(Bloomberg View) – Donald Trump says it all the time: "We don't win anymore." If you got all your economic news from the presumed Republican nominee, you'd think U.S. businesses hadn't added any new jobs or accomplished anything worthwhile since sometime in the Johnson administration. Americans nowadays, he keeps suggesting, are total losers.
While Trump's rhetoric denigrates the achievements of U.S. companies and their millions of employees, his specific proposals are worse. They reveal a vision of the good economy as static, unimaginative and controlled from the White House. President Trump's America is, despite the rhetoric, an economy with no place for winners.
Start with the candidate's pettiest proposal: his not-so-veiled threat to unleash antitrust regulators against Amazon to punish CEO Jeff Bezos, who owns The Washington Post, for the newspaper's negative coverage of his campaign. To serve his personal agenda, Trump would rewrite U.S. antitrust doctrine. Forget protecting consumers from cartels; he would instead protect businesses from competition. And he would side with foreign governments against an American winner.
Like Google and Facebook, Amazon is under attack by European antitrust regulators. If Trump were really the economic nationalist he plays on TV, he would be defending these U.S. stars.
But in his picture of the economy, these companies simply don't count, perhaps because they weren't around during his 1980s business heyday. Trump is neither pro-market nor pro-business, the usual Republican choices. He's just pro-Trump.

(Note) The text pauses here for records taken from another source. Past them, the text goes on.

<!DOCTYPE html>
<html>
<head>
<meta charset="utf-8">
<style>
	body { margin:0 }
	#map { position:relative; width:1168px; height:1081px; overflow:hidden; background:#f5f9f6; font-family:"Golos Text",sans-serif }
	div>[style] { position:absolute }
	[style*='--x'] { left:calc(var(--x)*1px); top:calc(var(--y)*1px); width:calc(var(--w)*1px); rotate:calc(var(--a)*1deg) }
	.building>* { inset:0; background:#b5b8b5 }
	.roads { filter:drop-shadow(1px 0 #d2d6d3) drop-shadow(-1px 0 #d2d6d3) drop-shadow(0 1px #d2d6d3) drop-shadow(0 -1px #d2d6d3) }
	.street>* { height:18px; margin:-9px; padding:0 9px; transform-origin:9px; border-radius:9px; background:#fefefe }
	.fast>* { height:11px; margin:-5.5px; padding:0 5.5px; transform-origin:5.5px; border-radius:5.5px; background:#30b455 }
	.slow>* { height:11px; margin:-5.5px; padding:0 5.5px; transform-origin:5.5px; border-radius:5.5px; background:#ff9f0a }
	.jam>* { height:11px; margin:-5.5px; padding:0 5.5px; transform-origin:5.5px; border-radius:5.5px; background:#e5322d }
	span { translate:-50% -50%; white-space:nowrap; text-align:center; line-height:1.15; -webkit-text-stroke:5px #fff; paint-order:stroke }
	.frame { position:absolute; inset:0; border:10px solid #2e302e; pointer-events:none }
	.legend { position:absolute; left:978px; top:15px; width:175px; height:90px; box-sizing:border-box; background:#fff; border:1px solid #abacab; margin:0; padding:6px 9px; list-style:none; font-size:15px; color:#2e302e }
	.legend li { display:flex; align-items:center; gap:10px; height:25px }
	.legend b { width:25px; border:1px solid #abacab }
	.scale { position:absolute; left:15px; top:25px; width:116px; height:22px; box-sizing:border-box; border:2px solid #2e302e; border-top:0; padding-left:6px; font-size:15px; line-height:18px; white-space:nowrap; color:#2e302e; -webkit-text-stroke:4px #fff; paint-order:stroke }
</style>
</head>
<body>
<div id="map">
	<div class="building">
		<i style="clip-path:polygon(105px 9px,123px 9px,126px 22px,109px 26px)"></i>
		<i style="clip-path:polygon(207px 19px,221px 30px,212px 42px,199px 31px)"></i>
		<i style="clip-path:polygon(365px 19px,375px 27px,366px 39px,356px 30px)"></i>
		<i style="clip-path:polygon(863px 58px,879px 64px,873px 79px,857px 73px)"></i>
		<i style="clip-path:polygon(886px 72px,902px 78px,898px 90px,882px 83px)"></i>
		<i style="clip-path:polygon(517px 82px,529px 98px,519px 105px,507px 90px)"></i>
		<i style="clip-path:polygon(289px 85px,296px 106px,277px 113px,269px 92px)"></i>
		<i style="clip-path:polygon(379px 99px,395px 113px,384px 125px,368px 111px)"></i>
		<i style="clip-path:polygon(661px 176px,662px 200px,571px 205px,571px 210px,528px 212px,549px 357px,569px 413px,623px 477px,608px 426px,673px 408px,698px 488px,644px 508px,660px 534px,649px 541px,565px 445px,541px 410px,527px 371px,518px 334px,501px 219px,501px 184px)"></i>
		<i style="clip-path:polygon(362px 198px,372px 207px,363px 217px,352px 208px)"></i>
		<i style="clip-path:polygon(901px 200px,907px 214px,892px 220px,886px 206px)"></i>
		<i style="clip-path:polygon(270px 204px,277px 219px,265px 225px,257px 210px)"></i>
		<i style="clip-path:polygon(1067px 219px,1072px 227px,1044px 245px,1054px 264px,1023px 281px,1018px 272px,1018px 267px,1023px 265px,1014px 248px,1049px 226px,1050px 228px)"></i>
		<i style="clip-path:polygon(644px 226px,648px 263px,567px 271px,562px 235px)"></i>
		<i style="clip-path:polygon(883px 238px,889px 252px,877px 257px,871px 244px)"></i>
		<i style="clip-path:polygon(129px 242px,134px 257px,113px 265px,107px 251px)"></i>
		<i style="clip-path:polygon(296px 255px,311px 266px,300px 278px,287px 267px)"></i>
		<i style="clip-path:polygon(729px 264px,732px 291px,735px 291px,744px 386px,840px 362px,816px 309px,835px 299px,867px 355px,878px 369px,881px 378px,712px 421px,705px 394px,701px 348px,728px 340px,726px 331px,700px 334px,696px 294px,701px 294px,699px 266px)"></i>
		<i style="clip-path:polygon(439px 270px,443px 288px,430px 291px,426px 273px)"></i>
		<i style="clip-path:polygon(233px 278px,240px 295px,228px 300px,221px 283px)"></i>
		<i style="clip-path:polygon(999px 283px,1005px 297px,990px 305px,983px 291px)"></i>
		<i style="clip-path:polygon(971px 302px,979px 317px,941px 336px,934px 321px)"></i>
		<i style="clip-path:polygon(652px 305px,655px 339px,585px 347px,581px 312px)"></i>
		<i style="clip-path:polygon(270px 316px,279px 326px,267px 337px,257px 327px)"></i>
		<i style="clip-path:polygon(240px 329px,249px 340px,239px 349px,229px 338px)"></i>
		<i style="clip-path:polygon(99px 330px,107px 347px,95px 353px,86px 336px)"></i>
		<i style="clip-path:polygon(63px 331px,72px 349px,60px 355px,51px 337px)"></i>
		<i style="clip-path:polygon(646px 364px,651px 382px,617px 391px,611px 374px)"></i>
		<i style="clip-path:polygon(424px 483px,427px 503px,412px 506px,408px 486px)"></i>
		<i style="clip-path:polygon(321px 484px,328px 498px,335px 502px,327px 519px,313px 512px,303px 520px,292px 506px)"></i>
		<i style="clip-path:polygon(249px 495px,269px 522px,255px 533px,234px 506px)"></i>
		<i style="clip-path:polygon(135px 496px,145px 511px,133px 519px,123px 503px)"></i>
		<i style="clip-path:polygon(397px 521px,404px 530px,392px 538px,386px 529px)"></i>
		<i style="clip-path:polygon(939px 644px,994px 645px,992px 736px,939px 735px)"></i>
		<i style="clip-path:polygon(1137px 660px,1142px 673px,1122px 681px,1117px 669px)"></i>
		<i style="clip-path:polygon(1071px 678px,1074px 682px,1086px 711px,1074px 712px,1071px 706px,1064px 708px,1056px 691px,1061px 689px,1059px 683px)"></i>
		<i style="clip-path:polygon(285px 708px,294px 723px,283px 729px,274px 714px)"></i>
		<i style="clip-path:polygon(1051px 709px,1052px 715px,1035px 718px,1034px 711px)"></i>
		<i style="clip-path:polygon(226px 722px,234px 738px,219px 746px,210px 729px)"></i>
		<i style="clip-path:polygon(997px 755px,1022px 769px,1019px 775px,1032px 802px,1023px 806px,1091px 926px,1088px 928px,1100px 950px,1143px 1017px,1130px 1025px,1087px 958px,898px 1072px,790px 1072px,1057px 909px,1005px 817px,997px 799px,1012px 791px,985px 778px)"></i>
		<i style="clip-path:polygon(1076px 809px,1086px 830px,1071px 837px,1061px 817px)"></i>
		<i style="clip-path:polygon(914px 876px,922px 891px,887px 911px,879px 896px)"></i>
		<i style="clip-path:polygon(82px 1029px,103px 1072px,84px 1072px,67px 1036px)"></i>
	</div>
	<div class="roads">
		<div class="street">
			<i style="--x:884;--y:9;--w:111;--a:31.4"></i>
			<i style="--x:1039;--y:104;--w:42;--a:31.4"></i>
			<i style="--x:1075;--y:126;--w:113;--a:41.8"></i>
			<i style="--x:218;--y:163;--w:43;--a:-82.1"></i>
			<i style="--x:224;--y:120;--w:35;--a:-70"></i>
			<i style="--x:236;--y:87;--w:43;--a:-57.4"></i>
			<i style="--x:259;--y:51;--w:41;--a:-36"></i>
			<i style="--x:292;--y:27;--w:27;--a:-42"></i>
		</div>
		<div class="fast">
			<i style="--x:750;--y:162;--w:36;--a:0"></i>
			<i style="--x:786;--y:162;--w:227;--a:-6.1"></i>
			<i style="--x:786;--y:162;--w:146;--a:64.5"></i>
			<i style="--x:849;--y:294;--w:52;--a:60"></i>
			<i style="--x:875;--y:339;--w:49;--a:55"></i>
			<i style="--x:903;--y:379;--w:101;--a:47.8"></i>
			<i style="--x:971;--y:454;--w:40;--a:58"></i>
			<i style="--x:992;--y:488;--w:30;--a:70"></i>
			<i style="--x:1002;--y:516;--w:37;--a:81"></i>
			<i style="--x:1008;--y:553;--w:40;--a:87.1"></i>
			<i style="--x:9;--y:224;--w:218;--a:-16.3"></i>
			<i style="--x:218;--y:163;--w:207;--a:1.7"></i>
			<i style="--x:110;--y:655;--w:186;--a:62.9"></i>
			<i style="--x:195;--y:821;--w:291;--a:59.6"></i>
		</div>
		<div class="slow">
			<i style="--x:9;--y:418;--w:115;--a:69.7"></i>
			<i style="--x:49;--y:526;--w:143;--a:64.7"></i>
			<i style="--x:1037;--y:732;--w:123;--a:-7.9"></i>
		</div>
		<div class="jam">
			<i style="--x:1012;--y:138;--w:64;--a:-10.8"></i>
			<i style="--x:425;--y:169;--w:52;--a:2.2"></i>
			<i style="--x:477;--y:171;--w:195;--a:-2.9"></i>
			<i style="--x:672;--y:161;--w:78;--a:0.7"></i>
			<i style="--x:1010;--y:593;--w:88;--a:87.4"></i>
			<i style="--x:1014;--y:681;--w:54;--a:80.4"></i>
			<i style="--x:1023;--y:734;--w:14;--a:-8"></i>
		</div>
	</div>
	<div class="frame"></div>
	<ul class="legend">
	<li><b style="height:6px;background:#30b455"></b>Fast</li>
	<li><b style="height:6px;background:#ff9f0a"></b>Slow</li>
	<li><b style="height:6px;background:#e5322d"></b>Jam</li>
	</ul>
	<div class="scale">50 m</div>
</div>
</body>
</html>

He's also oblivious to most U.S. success stories. On just about any list of excellence — the most admired companies, the most valuable brands, the world's supply-chain leaders — U.S. enterprises dominate. Nike has even surpassed long-time champion Louis Vuitton as the world's most valuable apparel brand, a triumph for American culture as well as a U.S. business.
The chemists coming up with new products at 3M or Procter & Gamble are no more important to Trump than the FedEx and UPS drivers delivering packages, the longshoremen offloading cargo at the ports of Long Beach and Charleston, the animators creating new films for Pixar, or the buyers finding bargains for T.J. Maxx. Whether you work for a U.S. company or a foreign company with U.S. operations, if you're a successful player in a global supply chain, you simply don't exist to him.
This is a candidate who promised to bring big steel back to Pittsburgh without considering why it disappeared. In Trump's version of the economy, the only threat to established industries comes from diabolical foreigners and stupid U.S. trade negotiators.
(Never mind that Chinese steelmakers already face nearly 500 percent punitive tariffs for corrosion-resistant products, with more tariffs for other types of steel potentially on the way.) He can't imagine disruption that comes from changing demand or better ideas.
In Trump's America, there were no mini-mills reinventing American steel, and taking market share from the old stalwarts, by recycling scrap into lower-cost, increasingly valuable products. In Trump's America, there were no auto companies lightening their cars by reducing the amount of steel they contain — no Ford betting big on aluminum trucks, certainly nobody thinking about carbon fiber.